Our modern day, fast paced lifestyle has lead most of us to eating many processed and packaged foods filled with gluten, dairy, soy, and corn. These foods are very inflammatory for most of us. They inflame our guts, leading to leaky gut, and they inflame our brains leading to mood and mind disorders. Leaky gut also affects our ability to properly digest and absorb nutrients, which over time can lead to vitamin deficiencies. The most common nutrient deficiencies I see are in omega 3 fatty acids, zinc, and B vitamins, all of which are crucial for mood and mind health and brain function.

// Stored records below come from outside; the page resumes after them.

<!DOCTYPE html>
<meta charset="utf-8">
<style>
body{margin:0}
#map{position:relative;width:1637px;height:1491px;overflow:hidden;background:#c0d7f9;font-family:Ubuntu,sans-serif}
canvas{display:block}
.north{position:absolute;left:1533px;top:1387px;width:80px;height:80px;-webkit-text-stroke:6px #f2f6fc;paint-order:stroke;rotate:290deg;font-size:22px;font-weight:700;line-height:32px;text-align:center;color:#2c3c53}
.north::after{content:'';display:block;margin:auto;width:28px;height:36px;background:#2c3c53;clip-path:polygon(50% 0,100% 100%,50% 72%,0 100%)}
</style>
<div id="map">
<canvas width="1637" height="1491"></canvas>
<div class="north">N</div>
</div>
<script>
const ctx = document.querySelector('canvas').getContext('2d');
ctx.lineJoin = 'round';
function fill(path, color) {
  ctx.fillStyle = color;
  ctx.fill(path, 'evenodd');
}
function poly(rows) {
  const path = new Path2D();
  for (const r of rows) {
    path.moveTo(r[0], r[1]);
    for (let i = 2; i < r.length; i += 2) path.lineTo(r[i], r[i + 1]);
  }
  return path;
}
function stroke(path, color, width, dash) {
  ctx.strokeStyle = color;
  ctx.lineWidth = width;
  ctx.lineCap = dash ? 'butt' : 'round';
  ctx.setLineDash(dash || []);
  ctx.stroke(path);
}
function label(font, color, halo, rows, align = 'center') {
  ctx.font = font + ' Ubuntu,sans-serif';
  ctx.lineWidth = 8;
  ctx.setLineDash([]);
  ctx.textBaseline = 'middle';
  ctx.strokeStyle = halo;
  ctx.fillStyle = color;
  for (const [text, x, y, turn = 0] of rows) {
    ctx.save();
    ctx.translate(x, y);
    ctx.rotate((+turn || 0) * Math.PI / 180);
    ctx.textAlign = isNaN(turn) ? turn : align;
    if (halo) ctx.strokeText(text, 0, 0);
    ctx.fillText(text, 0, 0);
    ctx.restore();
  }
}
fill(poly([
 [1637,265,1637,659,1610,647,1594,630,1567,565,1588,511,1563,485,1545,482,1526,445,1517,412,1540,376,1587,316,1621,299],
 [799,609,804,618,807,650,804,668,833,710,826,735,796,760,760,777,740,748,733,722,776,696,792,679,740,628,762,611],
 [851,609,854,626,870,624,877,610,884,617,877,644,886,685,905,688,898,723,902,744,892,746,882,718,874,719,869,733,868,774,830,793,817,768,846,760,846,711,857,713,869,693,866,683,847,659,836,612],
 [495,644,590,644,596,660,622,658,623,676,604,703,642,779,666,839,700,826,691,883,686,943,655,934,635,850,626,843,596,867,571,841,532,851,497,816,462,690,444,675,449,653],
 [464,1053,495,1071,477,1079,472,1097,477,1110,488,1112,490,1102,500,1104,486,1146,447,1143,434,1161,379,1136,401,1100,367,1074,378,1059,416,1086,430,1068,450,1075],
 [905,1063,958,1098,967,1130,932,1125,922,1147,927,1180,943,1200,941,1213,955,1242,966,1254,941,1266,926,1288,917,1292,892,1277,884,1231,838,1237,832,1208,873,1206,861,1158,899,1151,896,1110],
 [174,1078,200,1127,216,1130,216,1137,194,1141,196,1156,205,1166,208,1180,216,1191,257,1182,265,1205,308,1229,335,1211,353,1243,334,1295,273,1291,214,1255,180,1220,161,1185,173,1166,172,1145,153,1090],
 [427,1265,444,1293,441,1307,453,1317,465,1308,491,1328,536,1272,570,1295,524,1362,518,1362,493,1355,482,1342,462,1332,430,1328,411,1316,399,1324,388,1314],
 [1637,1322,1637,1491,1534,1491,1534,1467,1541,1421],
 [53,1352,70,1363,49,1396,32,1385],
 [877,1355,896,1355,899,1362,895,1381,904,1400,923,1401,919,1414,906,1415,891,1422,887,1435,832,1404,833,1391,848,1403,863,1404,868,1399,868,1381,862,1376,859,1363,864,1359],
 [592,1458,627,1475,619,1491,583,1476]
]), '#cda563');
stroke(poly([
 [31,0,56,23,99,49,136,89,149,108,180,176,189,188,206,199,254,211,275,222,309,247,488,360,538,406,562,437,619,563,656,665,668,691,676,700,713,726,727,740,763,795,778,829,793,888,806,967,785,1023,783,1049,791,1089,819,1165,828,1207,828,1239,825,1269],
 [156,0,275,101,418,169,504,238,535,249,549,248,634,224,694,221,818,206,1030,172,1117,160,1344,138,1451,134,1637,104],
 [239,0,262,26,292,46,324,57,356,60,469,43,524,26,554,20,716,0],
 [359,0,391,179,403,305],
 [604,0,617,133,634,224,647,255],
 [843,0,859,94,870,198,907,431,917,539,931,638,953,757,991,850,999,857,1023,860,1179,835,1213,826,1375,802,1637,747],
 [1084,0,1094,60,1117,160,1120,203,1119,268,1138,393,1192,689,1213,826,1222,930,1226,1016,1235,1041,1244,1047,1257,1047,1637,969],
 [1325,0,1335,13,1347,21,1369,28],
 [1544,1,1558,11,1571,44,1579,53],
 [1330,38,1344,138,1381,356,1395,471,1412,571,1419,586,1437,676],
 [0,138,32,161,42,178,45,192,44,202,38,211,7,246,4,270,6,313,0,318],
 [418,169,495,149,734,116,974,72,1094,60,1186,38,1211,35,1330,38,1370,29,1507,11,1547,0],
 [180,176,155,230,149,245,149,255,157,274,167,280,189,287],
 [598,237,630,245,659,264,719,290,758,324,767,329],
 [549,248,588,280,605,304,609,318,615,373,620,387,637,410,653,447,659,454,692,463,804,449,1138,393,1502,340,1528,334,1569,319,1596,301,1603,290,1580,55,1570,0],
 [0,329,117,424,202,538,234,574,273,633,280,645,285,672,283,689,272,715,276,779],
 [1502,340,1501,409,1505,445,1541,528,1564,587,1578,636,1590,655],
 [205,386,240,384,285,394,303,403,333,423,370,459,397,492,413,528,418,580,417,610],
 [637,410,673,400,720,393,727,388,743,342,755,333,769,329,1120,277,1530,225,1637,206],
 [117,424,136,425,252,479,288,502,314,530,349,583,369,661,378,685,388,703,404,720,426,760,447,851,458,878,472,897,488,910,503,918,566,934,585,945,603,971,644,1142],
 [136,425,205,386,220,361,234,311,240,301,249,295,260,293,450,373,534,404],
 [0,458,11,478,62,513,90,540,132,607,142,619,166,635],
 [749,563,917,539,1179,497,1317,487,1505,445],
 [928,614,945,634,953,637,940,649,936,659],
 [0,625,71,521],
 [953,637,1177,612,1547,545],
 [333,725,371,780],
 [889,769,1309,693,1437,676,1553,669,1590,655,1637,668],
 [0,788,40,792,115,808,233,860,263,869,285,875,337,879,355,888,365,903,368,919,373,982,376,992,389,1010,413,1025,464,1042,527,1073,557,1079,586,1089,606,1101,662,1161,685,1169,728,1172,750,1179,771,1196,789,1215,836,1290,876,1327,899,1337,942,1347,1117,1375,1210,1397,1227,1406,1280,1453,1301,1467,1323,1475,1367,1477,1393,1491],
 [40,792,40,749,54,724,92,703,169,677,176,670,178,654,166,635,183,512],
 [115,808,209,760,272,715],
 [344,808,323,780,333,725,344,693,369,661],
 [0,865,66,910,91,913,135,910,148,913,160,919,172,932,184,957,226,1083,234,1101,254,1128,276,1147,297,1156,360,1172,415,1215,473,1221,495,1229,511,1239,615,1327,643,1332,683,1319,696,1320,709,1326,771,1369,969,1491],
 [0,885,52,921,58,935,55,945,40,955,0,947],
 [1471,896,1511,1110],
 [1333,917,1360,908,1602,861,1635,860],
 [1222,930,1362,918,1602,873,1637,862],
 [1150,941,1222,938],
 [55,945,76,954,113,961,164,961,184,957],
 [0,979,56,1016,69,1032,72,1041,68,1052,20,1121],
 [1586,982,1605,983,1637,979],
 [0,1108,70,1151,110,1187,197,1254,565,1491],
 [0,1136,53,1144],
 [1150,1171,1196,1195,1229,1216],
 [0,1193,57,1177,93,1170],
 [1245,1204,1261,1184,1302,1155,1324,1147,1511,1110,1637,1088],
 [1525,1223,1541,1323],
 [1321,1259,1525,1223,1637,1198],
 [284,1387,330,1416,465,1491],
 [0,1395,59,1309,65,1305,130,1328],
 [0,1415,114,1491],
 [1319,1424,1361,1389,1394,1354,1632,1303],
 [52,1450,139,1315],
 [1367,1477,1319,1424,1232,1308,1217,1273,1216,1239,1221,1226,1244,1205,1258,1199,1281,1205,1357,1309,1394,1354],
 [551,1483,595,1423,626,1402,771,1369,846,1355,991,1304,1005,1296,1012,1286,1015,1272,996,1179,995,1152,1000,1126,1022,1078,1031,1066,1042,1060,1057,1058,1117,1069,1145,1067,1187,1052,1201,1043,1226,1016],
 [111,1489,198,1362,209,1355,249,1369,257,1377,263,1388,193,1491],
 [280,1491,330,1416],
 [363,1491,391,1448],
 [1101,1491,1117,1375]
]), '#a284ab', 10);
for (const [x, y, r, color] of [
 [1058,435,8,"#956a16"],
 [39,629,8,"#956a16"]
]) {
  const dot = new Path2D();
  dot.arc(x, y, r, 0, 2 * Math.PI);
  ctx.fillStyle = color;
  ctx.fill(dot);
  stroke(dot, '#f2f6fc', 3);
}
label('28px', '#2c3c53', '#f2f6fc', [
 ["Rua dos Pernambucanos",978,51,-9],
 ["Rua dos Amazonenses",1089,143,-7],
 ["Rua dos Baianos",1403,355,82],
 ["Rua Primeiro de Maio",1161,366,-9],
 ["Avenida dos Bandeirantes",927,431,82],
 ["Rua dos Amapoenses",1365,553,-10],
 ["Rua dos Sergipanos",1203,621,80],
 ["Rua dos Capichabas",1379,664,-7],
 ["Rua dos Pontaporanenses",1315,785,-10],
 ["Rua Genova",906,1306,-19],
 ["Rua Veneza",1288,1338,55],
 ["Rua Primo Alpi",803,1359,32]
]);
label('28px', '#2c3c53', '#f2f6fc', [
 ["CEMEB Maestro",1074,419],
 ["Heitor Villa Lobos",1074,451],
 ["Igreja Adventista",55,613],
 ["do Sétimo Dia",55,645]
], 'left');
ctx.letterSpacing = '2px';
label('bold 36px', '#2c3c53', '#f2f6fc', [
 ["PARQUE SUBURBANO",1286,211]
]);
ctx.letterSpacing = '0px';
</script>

The Solution without Medication
The key to treating many of the most common psychological symptoms is recognizing that most are actually rooted in your gut, not your brain. The goal should be to restore the balance of your intestinal flora by treating infections and avoiding problematic foods. To identify which foods are a problem for you, try an elimination diet. If you’re suffering from candida overgrowth or SIBO, you must fix your gut and avoid fermented foods, refined carbohydrates, and alcohol. In the meantime, you can support your body’s production of serotonin with a supplement called Zen, which promotes serotonin and GABA for improved mood, reduced stress and anxiety, and better sleep.
For those suffering from psychological symptoms, it can seem like a losing battle. Don’t throw up your hands just yet–the factors with the most determination in your mental health are more controllable than you think. If you already suffer from digestive issues, it’s imperative that you heal your gut and get your body back in balance in order to maintain your psychological health.